→ YOUR INSTRUCTIONS:
Examine the entries and show every line in which the word "textAlign" is found.

Collected data entries
--- --- ---

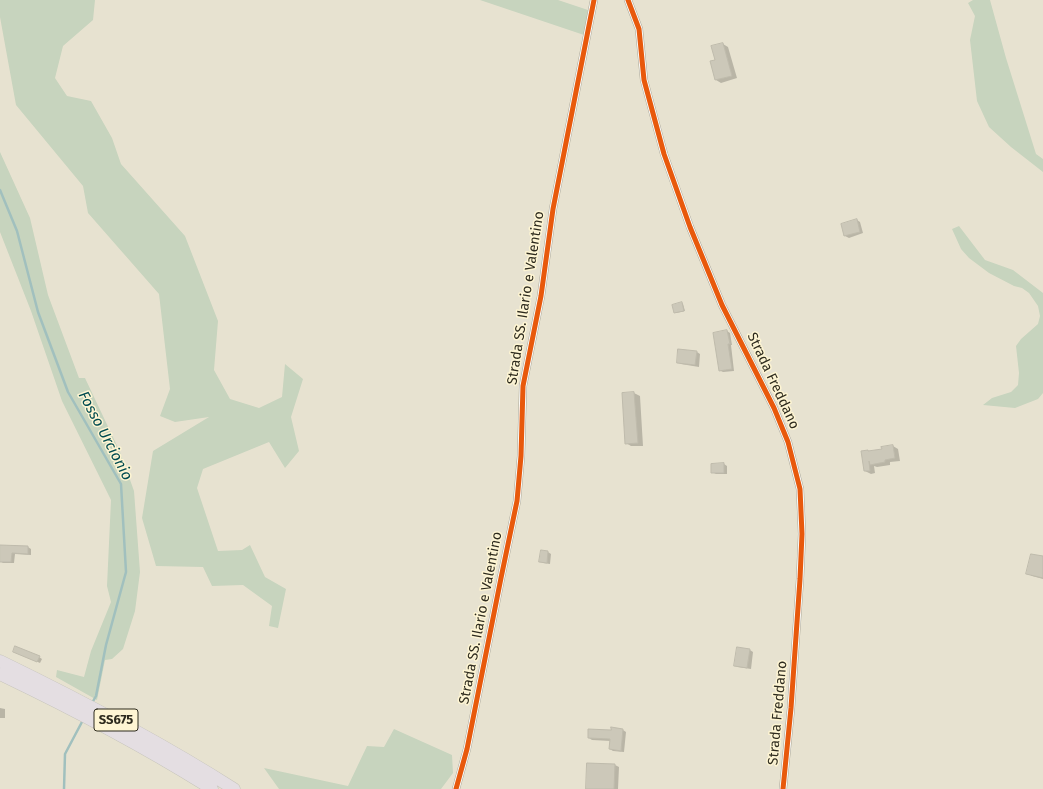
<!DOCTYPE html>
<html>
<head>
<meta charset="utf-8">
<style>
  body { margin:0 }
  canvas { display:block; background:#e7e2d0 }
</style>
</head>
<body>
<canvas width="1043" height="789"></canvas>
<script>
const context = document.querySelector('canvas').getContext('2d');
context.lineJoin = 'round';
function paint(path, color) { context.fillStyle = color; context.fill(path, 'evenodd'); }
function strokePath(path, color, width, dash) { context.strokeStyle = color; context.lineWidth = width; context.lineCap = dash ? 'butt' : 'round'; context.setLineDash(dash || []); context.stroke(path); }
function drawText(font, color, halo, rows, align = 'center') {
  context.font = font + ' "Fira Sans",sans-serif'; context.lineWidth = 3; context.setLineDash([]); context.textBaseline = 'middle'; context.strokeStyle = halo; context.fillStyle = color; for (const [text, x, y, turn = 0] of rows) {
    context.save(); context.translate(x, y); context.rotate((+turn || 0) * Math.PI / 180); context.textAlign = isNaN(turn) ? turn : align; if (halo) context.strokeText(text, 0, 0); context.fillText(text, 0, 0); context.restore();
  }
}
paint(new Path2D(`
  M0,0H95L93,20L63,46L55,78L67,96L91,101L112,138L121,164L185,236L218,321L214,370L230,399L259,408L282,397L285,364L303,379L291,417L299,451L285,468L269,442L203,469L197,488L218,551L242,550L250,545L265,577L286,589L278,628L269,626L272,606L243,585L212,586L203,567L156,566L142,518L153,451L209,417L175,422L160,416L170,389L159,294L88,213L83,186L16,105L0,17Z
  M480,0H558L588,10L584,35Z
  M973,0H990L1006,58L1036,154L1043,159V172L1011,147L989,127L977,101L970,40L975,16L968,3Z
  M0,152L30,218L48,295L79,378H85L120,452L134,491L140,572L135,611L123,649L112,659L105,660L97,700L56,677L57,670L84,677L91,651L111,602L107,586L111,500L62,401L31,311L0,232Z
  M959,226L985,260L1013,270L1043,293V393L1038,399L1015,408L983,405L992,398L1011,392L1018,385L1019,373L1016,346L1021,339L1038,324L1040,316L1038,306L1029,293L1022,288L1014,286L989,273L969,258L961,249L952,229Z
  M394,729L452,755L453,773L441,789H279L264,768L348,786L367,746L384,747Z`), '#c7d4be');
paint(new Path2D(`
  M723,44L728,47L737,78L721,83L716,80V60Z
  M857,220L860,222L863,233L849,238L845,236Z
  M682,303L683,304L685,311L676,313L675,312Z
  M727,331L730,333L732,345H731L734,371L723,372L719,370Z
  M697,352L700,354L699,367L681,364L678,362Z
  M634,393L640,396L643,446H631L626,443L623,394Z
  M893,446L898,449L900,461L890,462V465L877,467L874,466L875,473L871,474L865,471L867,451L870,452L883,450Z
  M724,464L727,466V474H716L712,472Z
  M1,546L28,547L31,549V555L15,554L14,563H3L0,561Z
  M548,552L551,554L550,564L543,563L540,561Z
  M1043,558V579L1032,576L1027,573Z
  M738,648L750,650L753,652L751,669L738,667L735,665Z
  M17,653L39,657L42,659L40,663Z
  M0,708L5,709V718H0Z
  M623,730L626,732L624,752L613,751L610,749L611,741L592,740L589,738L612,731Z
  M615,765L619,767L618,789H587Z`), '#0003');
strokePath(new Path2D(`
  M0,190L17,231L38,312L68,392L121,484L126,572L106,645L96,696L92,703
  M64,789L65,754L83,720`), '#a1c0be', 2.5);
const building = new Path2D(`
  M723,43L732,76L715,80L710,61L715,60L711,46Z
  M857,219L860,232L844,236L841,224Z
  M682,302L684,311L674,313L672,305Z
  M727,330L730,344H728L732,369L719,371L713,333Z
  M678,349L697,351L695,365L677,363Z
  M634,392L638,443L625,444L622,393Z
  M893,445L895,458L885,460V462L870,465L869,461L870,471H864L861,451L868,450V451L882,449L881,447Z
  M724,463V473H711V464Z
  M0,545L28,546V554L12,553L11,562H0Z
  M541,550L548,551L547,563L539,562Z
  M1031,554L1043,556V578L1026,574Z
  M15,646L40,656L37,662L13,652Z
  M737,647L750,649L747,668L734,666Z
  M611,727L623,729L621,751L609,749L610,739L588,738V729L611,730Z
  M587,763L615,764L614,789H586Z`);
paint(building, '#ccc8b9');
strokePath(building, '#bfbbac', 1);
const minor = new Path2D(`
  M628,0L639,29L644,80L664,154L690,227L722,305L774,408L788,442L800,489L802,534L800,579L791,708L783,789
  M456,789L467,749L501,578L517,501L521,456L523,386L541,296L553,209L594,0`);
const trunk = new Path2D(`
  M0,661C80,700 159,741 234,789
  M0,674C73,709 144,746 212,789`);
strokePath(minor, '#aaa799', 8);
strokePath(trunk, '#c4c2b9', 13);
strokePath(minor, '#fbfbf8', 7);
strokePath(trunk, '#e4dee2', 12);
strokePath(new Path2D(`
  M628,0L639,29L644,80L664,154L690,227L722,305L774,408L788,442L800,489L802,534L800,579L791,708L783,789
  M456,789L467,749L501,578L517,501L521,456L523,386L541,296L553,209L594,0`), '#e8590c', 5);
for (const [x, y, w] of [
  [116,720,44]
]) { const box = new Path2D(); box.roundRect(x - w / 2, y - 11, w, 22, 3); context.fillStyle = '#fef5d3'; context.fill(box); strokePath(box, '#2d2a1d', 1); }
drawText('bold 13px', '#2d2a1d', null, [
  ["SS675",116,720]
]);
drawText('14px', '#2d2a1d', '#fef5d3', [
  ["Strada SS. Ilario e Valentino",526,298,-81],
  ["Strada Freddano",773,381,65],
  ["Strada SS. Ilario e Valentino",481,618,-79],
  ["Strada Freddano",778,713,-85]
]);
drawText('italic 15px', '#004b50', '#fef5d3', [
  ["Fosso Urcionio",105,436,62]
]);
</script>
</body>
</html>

--- --- ---

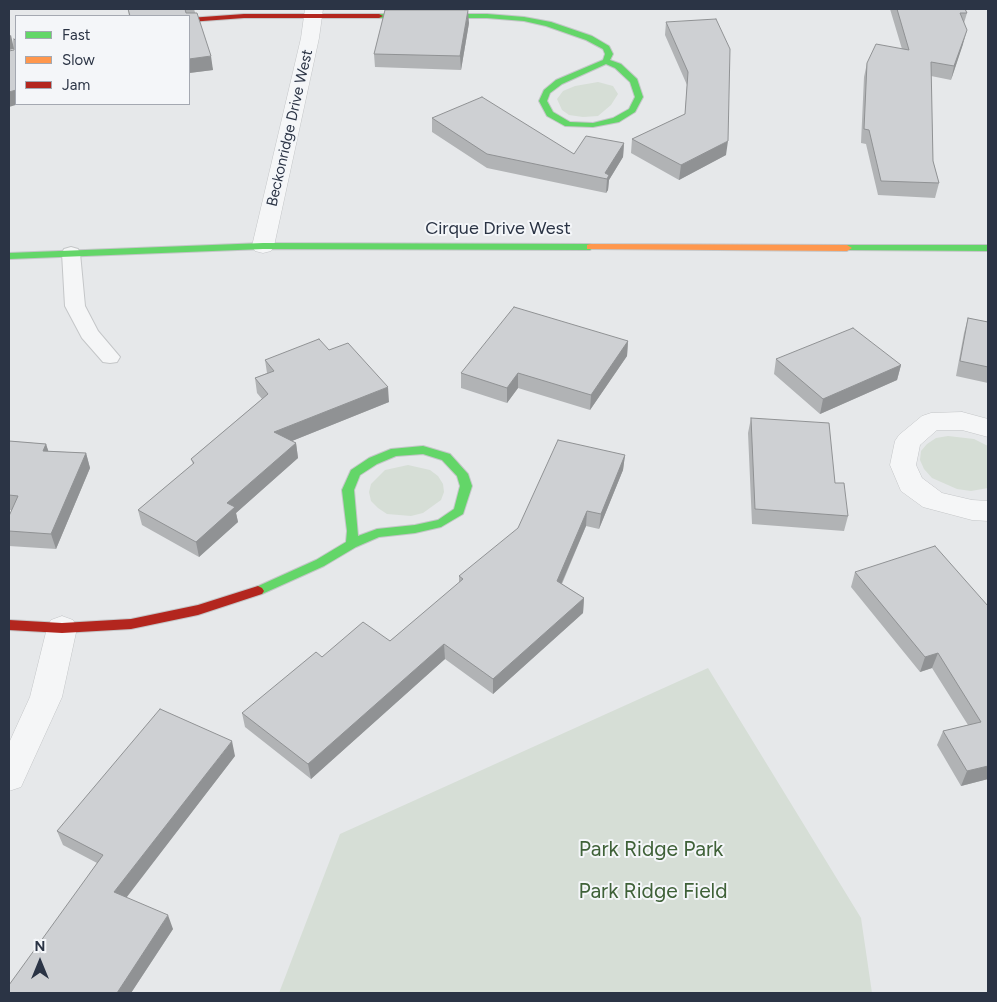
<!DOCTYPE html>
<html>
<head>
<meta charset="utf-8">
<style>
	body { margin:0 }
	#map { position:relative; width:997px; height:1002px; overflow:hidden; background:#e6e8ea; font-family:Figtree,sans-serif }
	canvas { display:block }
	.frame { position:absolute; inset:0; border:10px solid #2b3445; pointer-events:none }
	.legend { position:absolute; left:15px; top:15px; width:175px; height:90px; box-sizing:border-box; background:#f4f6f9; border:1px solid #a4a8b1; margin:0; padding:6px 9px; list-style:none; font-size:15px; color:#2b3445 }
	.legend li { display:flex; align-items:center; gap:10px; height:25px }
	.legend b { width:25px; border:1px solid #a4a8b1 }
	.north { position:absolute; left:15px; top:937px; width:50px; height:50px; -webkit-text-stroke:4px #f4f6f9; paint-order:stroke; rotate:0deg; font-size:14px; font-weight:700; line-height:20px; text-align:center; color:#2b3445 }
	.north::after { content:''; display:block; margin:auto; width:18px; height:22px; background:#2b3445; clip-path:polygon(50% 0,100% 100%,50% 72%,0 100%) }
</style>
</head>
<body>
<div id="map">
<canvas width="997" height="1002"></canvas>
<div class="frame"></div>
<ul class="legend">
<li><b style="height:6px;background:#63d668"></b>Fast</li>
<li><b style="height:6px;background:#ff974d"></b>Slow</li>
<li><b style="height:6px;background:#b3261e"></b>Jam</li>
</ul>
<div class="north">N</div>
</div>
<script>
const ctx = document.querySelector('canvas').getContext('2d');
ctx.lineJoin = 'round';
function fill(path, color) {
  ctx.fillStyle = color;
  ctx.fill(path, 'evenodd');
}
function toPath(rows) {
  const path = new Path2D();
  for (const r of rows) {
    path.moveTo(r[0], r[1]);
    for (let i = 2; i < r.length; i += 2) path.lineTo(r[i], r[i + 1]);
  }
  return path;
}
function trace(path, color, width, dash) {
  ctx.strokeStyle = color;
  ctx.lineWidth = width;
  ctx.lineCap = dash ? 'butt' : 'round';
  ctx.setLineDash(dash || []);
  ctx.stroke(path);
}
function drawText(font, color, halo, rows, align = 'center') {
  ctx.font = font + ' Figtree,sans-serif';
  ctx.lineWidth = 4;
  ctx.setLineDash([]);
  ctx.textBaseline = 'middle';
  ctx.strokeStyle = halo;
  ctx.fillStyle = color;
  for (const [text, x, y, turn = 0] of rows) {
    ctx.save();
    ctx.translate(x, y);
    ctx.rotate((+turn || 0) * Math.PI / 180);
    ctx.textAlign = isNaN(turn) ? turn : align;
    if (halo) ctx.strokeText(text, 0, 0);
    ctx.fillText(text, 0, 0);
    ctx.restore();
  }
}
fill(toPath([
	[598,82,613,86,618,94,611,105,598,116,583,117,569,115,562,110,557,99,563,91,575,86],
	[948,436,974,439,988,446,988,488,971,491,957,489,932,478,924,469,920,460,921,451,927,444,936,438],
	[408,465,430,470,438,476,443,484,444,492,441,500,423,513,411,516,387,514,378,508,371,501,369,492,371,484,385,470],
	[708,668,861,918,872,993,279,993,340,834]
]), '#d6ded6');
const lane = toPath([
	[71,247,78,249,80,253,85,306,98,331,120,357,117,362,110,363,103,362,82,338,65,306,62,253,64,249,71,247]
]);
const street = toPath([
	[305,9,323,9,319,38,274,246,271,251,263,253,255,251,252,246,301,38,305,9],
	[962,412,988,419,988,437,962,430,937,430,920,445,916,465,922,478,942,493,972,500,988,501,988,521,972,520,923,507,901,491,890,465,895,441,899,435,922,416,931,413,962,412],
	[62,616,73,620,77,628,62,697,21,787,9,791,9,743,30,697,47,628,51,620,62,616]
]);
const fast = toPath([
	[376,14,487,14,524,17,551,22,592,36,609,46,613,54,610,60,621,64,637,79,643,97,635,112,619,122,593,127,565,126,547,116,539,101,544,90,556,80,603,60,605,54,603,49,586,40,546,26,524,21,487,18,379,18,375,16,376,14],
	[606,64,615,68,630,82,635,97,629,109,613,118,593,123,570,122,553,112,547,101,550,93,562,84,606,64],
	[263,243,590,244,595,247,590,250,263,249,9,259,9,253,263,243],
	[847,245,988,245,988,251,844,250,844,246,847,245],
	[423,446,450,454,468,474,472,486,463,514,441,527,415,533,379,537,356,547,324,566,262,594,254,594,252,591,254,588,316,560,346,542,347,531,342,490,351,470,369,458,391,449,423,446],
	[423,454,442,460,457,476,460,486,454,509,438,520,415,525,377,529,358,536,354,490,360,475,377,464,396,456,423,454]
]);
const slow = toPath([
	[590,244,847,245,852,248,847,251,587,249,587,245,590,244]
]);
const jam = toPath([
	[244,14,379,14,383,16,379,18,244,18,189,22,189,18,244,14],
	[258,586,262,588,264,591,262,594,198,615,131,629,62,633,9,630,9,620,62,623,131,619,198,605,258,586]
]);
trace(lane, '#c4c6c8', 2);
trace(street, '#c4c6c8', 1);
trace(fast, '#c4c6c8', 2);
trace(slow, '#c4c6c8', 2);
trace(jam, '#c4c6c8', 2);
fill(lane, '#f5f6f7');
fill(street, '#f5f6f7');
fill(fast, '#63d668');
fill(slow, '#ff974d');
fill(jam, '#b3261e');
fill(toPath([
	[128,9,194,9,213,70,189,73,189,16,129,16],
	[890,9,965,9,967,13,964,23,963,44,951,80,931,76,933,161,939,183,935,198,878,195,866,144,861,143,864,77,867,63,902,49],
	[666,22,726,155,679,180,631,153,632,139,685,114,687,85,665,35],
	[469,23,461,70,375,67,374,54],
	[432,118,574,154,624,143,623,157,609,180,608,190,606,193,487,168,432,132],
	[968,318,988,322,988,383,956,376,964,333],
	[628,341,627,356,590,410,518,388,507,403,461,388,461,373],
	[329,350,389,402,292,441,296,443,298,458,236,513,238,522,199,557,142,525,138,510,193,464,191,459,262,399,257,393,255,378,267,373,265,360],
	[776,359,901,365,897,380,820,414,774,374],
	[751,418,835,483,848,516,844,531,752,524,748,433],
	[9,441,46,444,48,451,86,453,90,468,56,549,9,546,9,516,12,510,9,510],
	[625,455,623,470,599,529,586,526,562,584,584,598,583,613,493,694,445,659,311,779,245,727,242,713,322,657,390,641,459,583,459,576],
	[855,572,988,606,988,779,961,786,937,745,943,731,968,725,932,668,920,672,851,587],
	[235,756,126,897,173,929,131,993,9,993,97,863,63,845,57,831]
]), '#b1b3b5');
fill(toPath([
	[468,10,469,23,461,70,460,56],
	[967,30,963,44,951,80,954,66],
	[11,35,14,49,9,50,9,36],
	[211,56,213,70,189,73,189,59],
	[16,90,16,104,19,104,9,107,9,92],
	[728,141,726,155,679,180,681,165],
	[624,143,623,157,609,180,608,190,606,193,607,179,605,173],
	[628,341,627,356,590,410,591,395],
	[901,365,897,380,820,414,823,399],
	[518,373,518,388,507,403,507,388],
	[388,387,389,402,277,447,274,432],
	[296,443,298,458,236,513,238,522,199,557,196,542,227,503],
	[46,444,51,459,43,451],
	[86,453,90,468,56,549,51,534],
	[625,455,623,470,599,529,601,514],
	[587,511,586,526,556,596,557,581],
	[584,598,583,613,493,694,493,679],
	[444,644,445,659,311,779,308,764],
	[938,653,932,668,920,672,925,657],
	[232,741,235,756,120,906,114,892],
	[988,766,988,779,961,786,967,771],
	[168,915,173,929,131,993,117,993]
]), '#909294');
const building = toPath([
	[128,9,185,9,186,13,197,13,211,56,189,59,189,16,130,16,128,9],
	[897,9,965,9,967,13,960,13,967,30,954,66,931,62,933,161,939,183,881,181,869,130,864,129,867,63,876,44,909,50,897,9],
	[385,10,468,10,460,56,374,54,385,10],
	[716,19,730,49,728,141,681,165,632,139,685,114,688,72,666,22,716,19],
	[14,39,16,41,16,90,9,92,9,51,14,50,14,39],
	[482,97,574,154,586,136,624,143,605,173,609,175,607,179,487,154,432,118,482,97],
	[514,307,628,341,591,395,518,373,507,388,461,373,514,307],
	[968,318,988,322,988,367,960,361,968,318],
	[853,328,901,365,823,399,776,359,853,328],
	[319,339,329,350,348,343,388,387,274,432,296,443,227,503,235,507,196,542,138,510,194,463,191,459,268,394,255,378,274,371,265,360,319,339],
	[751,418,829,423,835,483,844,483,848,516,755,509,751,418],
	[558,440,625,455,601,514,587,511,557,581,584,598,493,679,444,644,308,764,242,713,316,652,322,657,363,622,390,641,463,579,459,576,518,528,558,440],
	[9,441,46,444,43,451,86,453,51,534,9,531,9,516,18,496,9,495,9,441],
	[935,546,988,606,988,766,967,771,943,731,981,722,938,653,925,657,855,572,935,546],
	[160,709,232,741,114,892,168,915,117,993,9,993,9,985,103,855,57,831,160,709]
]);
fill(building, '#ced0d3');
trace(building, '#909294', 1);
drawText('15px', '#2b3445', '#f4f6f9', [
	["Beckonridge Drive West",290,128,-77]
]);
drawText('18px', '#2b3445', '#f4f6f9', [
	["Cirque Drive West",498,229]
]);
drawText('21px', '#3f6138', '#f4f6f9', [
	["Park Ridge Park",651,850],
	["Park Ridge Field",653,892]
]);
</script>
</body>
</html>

--- --- ---

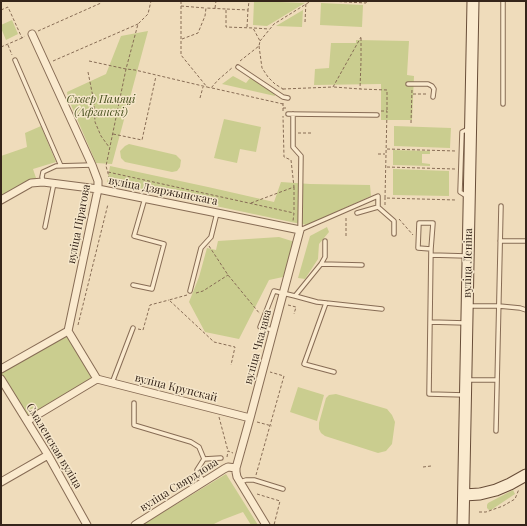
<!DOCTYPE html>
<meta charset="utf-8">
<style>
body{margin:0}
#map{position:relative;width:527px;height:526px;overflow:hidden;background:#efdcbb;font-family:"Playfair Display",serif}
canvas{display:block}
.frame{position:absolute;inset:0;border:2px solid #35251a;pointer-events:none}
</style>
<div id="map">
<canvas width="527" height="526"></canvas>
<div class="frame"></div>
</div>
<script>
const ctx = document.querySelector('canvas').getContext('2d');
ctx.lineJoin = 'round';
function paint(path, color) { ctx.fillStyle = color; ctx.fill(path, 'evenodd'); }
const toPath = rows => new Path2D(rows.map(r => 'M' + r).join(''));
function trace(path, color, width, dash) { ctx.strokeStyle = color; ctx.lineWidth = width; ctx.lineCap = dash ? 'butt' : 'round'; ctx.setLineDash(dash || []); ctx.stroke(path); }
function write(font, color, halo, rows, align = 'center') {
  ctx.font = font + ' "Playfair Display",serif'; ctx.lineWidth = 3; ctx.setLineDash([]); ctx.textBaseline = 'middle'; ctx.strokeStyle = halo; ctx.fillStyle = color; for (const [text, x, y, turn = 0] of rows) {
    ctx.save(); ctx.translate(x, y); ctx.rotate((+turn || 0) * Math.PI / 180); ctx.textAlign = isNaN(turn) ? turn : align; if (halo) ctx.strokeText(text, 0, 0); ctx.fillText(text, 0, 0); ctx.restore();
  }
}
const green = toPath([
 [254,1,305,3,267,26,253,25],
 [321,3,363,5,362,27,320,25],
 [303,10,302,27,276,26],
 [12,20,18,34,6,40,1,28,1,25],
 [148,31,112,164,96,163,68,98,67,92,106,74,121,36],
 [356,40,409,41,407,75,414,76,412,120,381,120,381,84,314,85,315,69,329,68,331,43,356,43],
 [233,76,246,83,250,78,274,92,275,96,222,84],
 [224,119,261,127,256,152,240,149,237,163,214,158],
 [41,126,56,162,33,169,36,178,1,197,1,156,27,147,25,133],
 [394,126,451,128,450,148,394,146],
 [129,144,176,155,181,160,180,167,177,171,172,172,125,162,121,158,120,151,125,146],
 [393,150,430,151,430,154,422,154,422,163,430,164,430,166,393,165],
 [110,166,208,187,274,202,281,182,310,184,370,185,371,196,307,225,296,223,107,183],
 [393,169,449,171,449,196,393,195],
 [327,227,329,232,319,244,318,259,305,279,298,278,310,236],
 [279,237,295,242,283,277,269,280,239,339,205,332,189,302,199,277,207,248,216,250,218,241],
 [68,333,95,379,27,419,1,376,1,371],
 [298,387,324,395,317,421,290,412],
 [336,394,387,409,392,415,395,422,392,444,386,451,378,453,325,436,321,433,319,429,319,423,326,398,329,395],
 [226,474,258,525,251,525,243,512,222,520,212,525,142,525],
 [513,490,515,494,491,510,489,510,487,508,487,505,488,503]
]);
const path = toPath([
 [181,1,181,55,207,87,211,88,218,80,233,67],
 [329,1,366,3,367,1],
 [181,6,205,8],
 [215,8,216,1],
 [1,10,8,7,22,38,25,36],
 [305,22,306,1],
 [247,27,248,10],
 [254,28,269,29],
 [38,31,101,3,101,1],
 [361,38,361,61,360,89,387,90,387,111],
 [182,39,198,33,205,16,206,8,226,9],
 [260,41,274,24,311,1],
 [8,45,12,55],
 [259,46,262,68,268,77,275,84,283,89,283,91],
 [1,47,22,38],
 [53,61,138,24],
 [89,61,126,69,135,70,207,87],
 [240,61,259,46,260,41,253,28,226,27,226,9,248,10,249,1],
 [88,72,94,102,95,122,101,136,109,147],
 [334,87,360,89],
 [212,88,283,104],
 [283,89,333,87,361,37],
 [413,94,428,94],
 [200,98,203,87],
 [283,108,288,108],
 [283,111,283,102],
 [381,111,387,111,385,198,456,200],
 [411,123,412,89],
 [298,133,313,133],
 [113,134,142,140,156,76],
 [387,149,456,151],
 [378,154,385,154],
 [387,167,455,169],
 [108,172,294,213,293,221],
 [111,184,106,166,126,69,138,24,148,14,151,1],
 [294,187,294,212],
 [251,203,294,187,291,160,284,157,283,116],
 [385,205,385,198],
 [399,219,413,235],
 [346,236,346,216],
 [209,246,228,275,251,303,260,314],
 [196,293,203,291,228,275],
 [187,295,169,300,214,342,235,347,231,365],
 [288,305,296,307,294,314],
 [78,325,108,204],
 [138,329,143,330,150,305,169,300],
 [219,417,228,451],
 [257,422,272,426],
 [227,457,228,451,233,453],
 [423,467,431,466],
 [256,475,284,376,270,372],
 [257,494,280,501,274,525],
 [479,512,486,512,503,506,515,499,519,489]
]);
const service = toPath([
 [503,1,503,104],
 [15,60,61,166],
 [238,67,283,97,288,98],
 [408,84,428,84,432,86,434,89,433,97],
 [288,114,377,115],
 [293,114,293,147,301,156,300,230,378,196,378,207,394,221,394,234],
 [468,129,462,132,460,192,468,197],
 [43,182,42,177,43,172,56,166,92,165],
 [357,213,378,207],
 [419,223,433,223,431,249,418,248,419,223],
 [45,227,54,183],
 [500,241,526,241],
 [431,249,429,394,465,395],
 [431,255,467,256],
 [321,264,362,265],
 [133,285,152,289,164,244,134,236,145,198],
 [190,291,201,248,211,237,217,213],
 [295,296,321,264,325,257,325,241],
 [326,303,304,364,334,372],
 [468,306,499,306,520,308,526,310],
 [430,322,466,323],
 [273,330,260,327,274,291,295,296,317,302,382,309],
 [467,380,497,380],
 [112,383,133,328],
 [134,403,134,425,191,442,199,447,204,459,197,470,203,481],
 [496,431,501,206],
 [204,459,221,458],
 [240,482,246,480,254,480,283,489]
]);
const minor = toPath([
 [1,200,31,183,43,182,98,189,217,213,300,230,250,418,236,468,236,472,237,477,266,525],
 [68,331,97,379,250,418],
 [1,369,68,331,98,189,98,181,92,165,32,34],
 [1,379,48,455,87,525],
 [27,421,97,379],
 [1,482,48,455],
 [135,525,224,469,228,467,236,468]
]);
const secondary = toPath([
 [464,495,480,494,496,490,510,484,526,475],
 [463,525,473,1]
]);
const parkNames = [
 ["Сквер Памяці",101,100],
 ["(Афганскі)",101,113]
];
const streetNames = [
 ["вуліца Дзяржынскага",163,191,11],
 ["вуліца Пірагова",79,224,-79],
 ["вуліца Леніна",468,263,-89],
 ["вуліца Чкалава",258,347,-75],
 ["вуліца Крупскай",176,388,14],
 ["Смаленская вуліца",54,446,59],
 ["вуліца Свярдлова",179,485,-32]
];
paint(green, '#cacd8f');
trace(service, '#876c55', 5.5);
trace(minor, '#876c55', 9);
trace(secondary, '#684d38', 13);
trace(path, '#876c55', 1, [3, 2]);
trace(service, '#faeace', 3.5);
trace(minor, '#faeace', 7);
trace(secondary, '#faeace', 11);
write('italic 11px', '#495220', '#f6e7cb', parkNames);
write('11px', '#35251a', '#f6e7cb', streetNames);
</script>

--- --- ---

→ ANSWER FOR THIS EXERCISE:
    context.save(); context.translate(x, y); context.rotate((+turn || 0) * Math.PI / 180); context.textAlign = isNaN(turn) ? turn : align; if (halo) context.strokeText(text, 0, 0); context.fillText(text, 0, 0); context.restore();
    ctx.textAlign = isNaN(turn) ? turn : align;
    ctx.save(); ctx.translate(x, y); ctx.rotate((+turn || 0) * Math.PI / 180); ctx.textAlign = isNaN(turn) ? turn : align; if (halo) ctx.strokeText(text, 0, 0); ctx.fillText(text, 0, 0); ctx.restore();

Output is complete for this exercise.